I am using rpy2 through the rmagic to interleave R code with python3 code in a jupyter notebook. A simple code cell as this:

%%R -i df -o df_out
df_out <- df

returns some column names changed, e.g. CTB-102L5.4 becomes CTB.102L5.4. I think this is related with read.table or similar (as per this answer). However I didn't find a way to specify this in the rmagic extension.

The only workaround I could think is to change the column names before passing them to R and reverting back them when the dataframe is back in python, but I'd like to find a better solution.


Solution

  • Whenever using the parameter -i <name> to "import" a Python object into R, conversion rules are applied (see here). The default converter is ending up calling R's function data.frame, which will sanitize the column names (parameter check.names=TRUE by default, see https://www.rdocumentation.org/packages/base/versions/3.4.3/topics/data.frame) to valid-yet-unquoted symbol names. In your example, CTB-102L5.4 would otherwise be parsed as the expression CTB - 102L5.4.

    This default behaviour is not necessarily desirable in every situation, and a custom converter can be passed to the R magic %%R.

    The documentation contains a short introduction to writing custom conversion rules (https://rpy2.github.io/doc/v2.9.x/html/robjects_convert.html).

    Assuming that your input is a pandas DataFrame, you could proceed as follows:

    1- implement a variant of py2ri_pandasdataframe that does not sanitize names.

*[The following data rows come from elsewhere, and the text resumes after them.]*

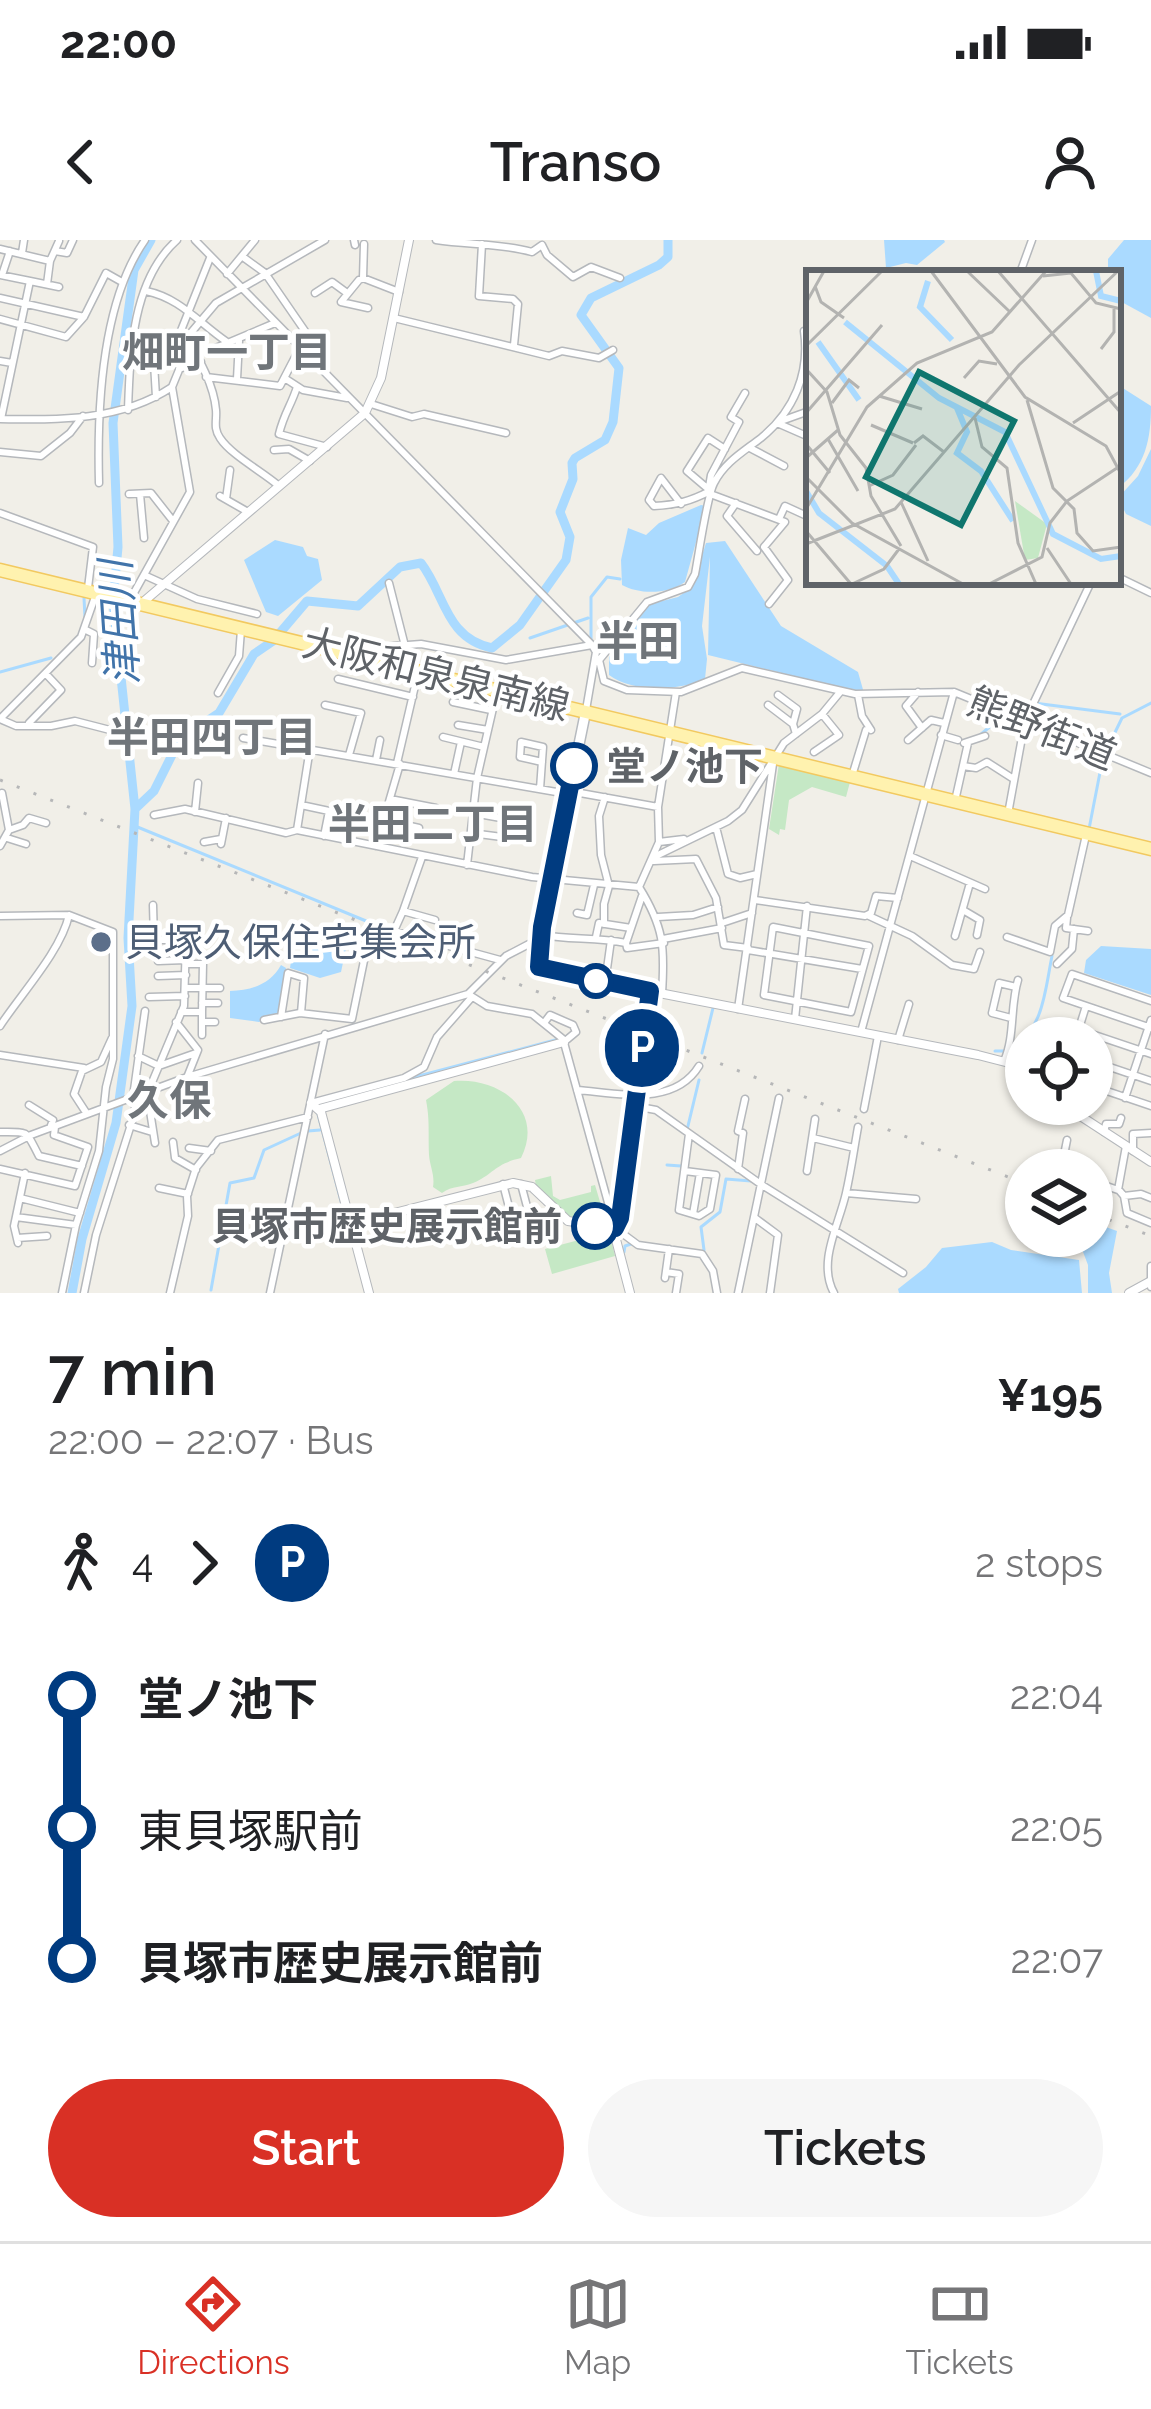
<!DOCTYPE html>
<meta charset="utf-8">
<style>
:root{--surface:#fff;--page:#f6f6f6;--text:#202124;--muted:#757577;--line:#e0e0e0;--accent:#d93025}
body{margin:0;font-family:Raleway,"Noto Sans JP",sans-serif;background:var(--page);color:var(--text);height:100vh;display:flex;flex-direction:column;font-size:45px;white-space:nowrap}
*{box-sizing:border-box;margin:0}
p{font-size:39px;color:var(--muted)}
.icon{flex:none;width:66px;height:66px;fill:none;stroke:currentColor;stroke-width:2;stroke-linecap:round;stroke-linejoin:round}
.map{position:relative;height:1053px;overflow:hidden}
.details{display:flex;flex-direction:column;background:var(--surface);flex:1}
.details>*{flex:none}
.badge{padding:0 24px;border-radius:39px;font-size:42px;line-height:78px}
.controls{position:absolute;left:1005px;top:777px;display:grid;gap:24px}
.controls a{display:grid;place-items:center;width:108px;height:108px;border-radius:50%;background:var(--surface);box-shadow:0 3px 9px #0004;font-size:60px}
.map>.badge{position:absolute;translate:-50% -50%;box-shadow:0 0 0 6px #fff}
.legs{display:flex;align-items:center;gap:18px;height:132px;padding:0 48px;font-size:39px}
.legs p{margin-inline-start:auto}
.overview{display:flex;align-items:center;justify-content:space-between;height:204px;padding:0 48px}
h1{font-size:66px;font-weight:600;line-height:90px}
.button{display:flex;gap:24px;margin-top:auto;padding:24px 48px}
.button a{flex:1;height:138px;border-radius:72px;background:var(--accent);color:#fff;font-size:48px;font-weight:600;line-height:138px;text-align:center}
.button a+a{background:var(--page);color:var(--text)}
ul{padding:0 48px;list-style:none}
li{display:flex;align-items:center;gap:42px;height:132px;font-size:45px}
li i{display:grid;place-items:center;width:18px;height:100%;margin:0 15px;background:currentColor}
li i::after{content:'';width:30px;height:30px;margin:-15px;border:9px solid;border-radius:50%;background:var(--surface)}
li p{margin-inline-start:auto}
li:first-child i{background:linear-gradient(#0000 50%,currentColor 0)}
li:last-child i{background:linear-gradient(currentColor 50%,#0000 0)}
.status{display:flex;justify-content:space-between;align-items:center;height:84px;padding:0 60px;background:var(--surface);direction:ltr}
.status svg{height:33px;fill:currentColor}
header{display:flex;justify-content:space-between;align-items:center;height:156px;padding:0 48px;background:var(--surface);font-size:54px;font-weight:600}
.tabs{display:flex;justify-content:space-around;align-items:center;height:168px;border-top:3px solid var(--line);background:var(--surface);font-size:33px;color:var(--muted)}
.tabs a{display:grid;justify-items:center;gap:6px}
.tabs .current{color:var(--accent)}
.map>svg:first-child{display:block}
</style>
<div class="status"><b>22:00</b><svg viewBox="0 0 49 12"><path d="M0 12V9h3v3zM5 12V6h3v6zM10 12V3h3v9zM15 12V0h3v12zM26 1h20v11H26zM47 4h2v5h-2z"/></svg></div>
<header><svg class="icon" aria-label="back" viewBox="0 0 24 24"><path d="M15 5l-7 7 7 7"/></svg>Transo<svg class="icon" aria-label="person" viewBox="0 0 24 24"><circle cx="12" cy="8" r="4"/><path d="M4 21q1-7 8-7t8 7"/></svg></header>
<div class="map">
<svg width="1151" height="1053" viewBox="0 0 1151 1053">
<rect width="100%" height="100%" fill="#f1efe8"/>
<path fill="#c5e8c5" d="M779 524 850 542 846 557 812 547 789 560 785 590 780 589 779 595 769 589Z
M454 841C499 837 545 870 521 918 494 924 494 934 473 943 461 948 453 945 442 953L433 947C435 935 430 927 429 915 428 895 430 880 426 860Z
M551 936 553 956 560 960 591 952V946L595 945 606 982 568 977 536 946 535 940Z
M609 992 615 1016 552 1034 545 1009Z"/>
<path fill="#aadaff" d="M884 0H944L945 2 917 25 906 23 886 28Z
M1124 0H1151V78L1118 60V33H1108V19Z
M1118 145 1151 166C1151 198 1146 227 1118 248Z
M1151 209V286L1126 274 1118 258 1138 236Z
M701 265 706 266 685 342C669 354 640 355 622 345L621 320 628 288 646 295 659 283Z
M275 300 303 307 307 316 318 319 322 340 278 376 266 372 244 320Z
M725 301 781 386 858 432 864 453 708 415 710 317 702 386 707 419 705 439C679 451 633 453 609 435V417L650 364 678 357 692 347 706 303Z
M339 691 348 699 341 732 320 738 290 728 291 721Z
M1101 706 1151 709V755L1084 733 1086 720Z
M281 725 286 728 278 775 259 782 230 778V751C251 750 270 745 281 725Z
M1092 982 1117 991 1109 1033 1112 1053H1088V1025L1077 996H1092Z
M992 1002 1011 1010 1079 1020 1082 1053H899L898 1049 926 1027 942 1008Z"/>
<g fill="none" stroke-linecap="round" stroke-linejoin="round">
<path stroke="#aadaff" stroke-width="3" d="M84 358 85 378
M530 398 588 378
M591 400V357L607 337 620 339
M0 432 51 418
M1034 463 1120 474
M1011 472 1030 463
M980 495 1004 475
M1106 511 1122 478 1151 463
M135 586 388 690
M1089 589 1103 517
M1013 809C1044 787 1045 750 1052 716
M995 811H1004
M702 813 713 768
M411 838 559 799
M318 874 353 1006
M687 890 699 840
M308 891 320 890
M667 925 681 926
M704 1010 701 987 720 972 726 939 751 941
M624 1012 625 1006 631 1004
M211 1050 230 943 254 938 264 910 301 893"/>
<path stroke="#aadaff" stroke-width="9" d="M135 569 154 551 180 499 219 473 254 414 273 401 307 361 358 366 400 327 421 323C445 354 445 398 492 408L520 385 566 320 570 297 560 272 573 239 572 223 575 218 605 200 613 182 619 128 581 75 591 58 659 25 668 17V0
M72 1053 82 999 116 883 132 766 128 698 135 569 113 362 118 307 113 183 134 30 151 0"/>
<defs>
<path id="minor" d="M195 0 592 405 596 412 586 470
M354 0 355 5
M436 0C470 5 499 3 532 12L542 5 547 15 573 37 591 27 620 38
M482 4 479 56 513 59 518 64 514 105
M0 9 50 21
M55 11 67 13 73 0
M22 13 24 0
M1020 33 1032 0
M227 34 255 0
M0 35 30 41 1 179
M2 35 10 11
M363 38 364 4
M30 41 59 47
M47 44 50 21 59 1
M146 51C180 58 199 83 227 102
M315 53 332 42 347 53
M0 58 84 77 66 97 0 79
M368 68 341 62 359 40 363 38 399 52
M84 77 106 33 122 42
M394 78 549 116 562 111 599 118 613 110
M187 98C199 119 214 145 216 170 217 180 213 188 220 198 231 215 263 232 279 246
M178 108 216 63 325 0
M211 110 275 83
M0 121 12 123
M154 123 156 157
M179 129 201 122
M206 137 280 146 307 94 265 33 243 17
M237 139 239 101
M286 139 303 150 347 158
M297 147C291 166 284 173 279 194L327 207
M371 164 412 177 424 174 506 193
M128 170C130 113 132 40 177 0
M0 179C59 180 121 181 172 147
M781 181 809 171
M777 183 809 197
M750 208 784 226
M274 210 289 209 310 221
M0 212 41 216 70 193 83 176
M99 243C97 168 101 63 145 0
M707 248 687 231 708 198 725 209
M708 253 711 235 739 182 731 177 745 153
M129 254 151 253 173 281
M140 254 144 298
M713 255 785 282 764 307 788 340 769 364
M220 256 248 272
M226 259 230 230
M736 263 727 276 757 311
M681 264 661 238 649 260 654 266C676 265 691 261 710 251
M0 273 93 307 88 348
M779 279 785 266 809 277
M144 335 197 359 257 374
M1118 337 1151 353
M389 343 405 406
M130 360 190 252 172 147 181 125 176 103 210 18
M86 390 94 394 92 423
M363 416 369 408 421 404 506 420 592 405
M600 419 647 362 688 347 695 334C699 313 707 256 714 243 725 222 743 212 761 198 794 171 810 133 804 91
M599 420 604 441 627 450 681 452 742 428 855 454 954 452 1151 533
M338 439 413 457
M918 452 906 466 922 488
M218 453 239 416 241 390
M778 455 797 469 793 484 796 494
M858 455 862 476 871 490
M453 462 491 470
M325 465 361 473 349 515
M768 465 793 484
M0 479 81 397 95 357
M0 479 16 486H51L75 481 141 498
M29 483 61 450 46 434
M458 485 488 490
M941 495 958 500
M443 497 484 507
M243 498 568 554
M908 500 931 480 944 483
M964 503 985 496
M814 512 839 495 822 474
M376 520 380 500
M397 523 418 433
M963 526 976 528 987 522 1012 538
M454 534 461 502
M852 536 866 490
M540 549 543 507 521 502 520 517 542 522
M569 551 658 567
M390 559 436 568
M955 561 968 503
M301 565 329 571 324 596
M195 572 198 543
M473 573 522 582
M1008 574 1025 481 1091 342
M154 575 185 569 286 593 297 590 532 637 639 647 659 602 658 567 676 452
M383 580 419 588
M716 587 728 634 740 638 757 634
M9 590 23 585 29 578 46 583
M297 590 310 508
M471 593 502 597
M7 598 26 604
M343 599 351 568
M204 602 221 599
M659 602 684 599
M221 604 226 578
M0 606 9 590 2 553
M376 606 400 524
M656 616 728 581 742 570 784 503 822 474 841 451
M910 616 985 649
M422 617 403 671 435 680
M654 621 696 619 716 658 724 705 748 708
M467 625 477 538 497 451
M639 647C664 687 665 707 662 753
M755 660 865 676 871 673 876 656 898 658
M963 670 980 680 977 695
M403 671 394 691 500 720
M577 673 587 675 594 645
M867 675 912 696 952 725 974 729 980 712
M0 676 69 675 113 692V819L106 847 99 911 76 985 62 1053
M658 677 693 675 718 667
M1067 678 1066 688 1088 691
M722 683 752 673
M604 684V664L609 646 601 615 599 576 605 557
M773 687 869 706 851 772 764 755Z
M542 695C570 700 596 697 626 703L627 708 664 703
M955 696 970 643
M596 697 599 683 631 688
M1007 697 1050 712 1055 686 1068 675 1086 595
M663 699 722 688
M626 703 642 656
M748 710 862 729
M158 721 186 720
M186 724H203L202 772
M1057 724 1072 709 1074 689
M158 736 186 735
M605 743 611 700
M186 748H220
M468 754 487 766 532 774 563 799 615 988 638 1005 702 1014 713 1031 717 1053
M149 757 185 756
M1151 761 1072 734 1063 758 1151 788
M202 763H218
M738 769 773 524
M181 772H202V795
M281 777 288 733 304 738 301 773
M1011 778 992 773 999 743 1016 747
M352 779 367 706
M795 779 807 666
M264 780 300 773 352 779
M176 782 198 810 188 835
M202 782H215
M544 783 550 775 573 785 576 792 564 802
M0 786C21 754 61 711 69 675
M861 792 954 452
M1049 798 1054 788 1062 784 1151 814
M1076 798 1086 766
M898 800 909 764
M0 815 84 828
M138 816 159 826 196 813
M1004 821C1015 797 1010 766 1018 740
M1092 821 1151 841
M1092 846 1151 866
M577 850C618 853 674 867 699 826
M148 852 184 766 186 700H154L153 665
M133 857 145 771
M1125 858 1151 780
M311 863 404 838 424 827 437 797 472 757
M29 865 53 880 50 888
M634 866 656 870 762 945 903 1033
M864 869 878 796
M150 871 155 903
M87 874 74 854 82 831 101 822 112 798
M129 885 152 892
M0 892C31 892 25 890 39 916L82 926
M1104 892 1106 884H1119L1121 878
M813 898 854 908
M173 902 175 918 196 930
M189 908 211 911
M0 911 31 895 187 837 468 754 506 716 529 704 541 703
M1133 911V894L1151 893
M0 929 75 946 88 907 54 895 55 887
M738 929 743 893 738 891 745 859
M1061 930 1067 900
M685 931 716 935 710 969 699 976 679 970 689 894
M807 931 815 879
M1092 941 1118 950 1126 906
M503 944 518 1002 535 997 521 944
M159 948 188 954
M1118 949 1124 956 1127 973 1151 983
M846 953 916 959
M1124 956 1141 954 1151 958
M20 958 80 973
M693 974 700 933
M16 977 76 985
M755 978 778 995 770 1053
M17 998 47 996
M18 1003 14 986 25 933
M1151 1026V1047
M666 1032 679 1034 676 1053
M665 1038 669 1009
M84 1053 96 995 135 872V857
M170 1053 188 976 187 956 196 928 218 900 308 877
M270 1053 325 794
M738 1053 779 858
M834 1053C817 1022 839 985 846 953 851 931 854 909 858 887"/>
<path id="tertiary" d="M142 363 365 173 381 138 409 0
M649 751 978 815 1013 824 1026 832
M311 863 321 872 369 1053
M1062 864 1151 922
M319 869 564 802
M351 984 513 943 532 947 568 981 615 988
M630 1053 614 992 620 978 645 780
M1129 1053 1151 1041"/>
<path id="secondary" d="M586 470 545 671 539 727 649 751 645 780"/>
<path id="primary" d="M0 330 1151 609"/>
</defs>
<use href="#minor" stroke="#b5b8bc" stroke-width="9"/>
<use href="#tertiary" stroke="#b5b8bc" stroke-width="10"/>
<use href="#secondary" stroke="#b6babf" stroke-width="12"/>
<use href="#primary" stroke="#f2c960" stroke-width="15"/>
<use href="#minor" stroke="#fff" stroke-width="6"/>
<use href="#tertiary" stroke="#fff" stroke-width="8"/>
<use href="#secondary" stroke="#fff" stroke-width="9"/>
<use href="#primary" stroke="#fff2af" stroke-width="12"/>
<path stroke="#b6b7b8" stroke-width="3" stroke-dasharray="3 15" stroke-linecap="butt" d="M0 540 1026 944
M1092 973 1151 996"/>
</g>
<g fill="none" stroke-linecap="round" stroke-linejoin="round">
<defs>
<path id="line-1" d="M574 526 542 687 539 727 650 751 620 978 615 988 595 986"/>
</defs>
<use href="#line-1" stroke="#fff" stroke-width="27"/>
<use href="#line-1" stroke="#003b80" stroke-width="18"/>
</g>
<g fill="#fff" stroke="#003b80" stroke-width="6">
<circle cx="574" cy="526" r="21"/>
<circle cx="596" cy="741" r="15"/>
<circle cx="595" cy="986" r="21"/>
</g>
<circle fill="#5c6f8a" stroke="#fff" stroke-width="4.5" cx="101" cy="702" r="12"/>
<g text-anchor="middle" stroke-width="9" stroke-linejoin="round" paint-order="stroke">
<g font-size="39" fill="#5f6368" stroke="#fff">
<text transform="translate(436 434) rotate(14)" y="14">大阪和泉泉南線</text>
<text transform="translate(1042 488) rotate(22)" y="14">熊野街道</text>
</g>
<g font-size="39" font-weight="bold" fill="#5f6368" stroke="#fff" text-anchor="start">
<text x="607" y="540">堂ノ池下</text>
<text x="562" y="1000" text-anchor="end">貝塚市歴史展示館前</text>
</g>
<g font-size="39" fill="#4e5e75" stroke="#fff" text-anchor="start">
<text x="125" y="716">貝塚久保住宅集会所</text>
</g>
<g font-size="42" font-weight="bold" fill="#70757a" stroke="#fff">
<text x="227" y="127">畑町一丁目</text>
<text x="638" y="416">半田</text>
<text x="212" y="512">半田四丁目</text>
<text x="433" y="599">半田二丁目</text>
<text x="169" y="875">久保</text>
</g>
<g font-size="42" font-style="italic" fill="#4174aa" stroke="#fff">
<text transform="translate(119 383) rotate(-94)" y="15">津田川</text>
</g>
</g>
<g transform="translate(806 30)">
<rect width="315" height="315" fill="#f1efe8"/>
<path d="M209 231 241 254 232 288 219 290Z" fill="#c5e8c5"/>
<path fill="none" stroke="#aadaff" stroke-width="6" d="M290 1 295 26 315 31M122 11 114 37 146 70M39 52 133 128 199 162 247 264 295 289 315 286M12 72 53 130M151 138 161 162 151 183 175 201 207 251M0 221 13 243 81 296 93 314"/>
<path fill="none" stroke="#b3b3b1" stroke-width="3" d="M125 1 219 127 300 176 315 204M161 1 203 41M192 1 315 143M237 6 265 3 290 33 315 39M9 16 15 32 38 48M0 33 18 1M0 76 76 1M295 79 308 62V39M0 99 21 122 34 165 60 198 65 226 95 276M158 108 173 91 191 94M73 126 116 139M221 130 247 218 268 239 271 263 287 281 315 277M26 133 43 110 53 118M0 143 76 55M169 148 176 177 201 198 212 273 230 314M267 153 315 121M65 155 107 173M22 169 52 221M108 173 117 166 138 182M0 174 24 203M0 188 32 160M0 207 46 253 157 314M63 216 87 205 110 175M95 232 122 291M0 239 61 137 111 93 186 62 240 1M0 261 45 314M0 274 89 239 213 95 312 1M241 278 265 314M46 314 78 299 93 279M183 314 236 287 244 253 261 231 314 196"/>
<path fill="#0f766e" fill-opacity="0.15" stroke="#0f766e" stroke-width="6" d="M113 102 208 151 155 255 60 207Z"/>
<rect width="315" height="315" fill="none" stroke="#5f6368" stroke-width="6"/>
</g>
</svg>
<div class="controls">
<a><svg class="icon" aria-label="locate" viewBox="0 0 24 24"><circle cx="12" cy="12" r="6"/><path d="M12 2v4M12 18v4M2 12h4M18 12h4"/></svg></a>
<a><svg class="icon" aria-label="layers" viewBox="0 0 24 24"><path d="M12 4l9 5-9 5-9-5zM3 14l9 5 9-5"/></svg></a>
</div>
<b class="badge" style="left:642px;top:808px;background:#003b80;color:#fff">P</b>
</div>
<section class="details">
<div class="overview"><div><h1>7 min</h1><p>22:00 – 22:07 · Bus</p></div><b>¥195</b></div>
<div class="legs"><svg class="icon" aria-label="walk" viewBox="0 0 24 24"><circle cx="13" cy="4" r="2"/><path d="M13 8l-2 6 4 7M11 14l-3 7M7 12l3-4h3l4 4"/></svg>4<svg class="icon" aria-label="forward" viewBox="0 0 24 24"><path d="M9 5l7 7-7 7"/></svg><b class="badge" style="background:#003b80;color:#fff">P</b><p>2 stops</p></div>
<ul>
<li><i style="color:#003b80"></i><b>堂ノ池下</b><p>22:04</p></li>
<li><i style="color:#003b80"></i><span>東貝塚駅前</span><p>22:05</p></li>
<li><i style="color:#003b80"></i><b>貝塚市歴史展示館前</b><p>22:07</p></li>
</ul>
<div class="button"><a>Start</a><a>Tickets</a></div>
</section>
<nav class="tabs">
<a class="current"><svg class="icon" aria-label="directions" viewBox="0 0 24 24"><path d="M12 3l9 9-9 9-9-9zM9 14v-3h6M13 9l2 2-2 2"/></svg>Directions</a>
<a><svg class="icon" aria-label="map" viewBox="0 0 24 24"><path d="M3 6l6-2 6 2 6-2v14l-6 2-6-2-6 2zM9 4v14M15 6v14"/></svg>Map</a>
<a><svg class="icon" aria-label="tickets" viewBox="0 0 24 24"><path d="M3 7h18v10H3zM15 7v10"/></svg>Tickets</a>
</nav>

Ideally by just setting check.names to FALSE, although currently not possible because of https://bitbucket.org/rpy2/rpy2/issues/455/add-parameter-to-dataframe-to-allow).

    def my_py2ri_pandasdataframe(obj):
        res = robjects.pandas2ro.py2ri_pandasdataframe(obj)
        # Set the column names in `res` to the original column names in `obj`
        # (left as an exercise for the reader)
        return res
    

    2- create a custom converter derived from the ipython converter

    import pandas
    from rpy2.ipython import rmagic
    from rpy2.robjects.conversion import Converter, localconverter
    
    my_dataf_converter = Converter('my converter')
    my_dataf_converter.py2ri.register(pandas.DataFrame,
                                      my_py2ri_pandasdataframe)
    
    my_converter = rmagic.converter + my_dataf_converter
    

    3- Use %%R with --converter=my_converter.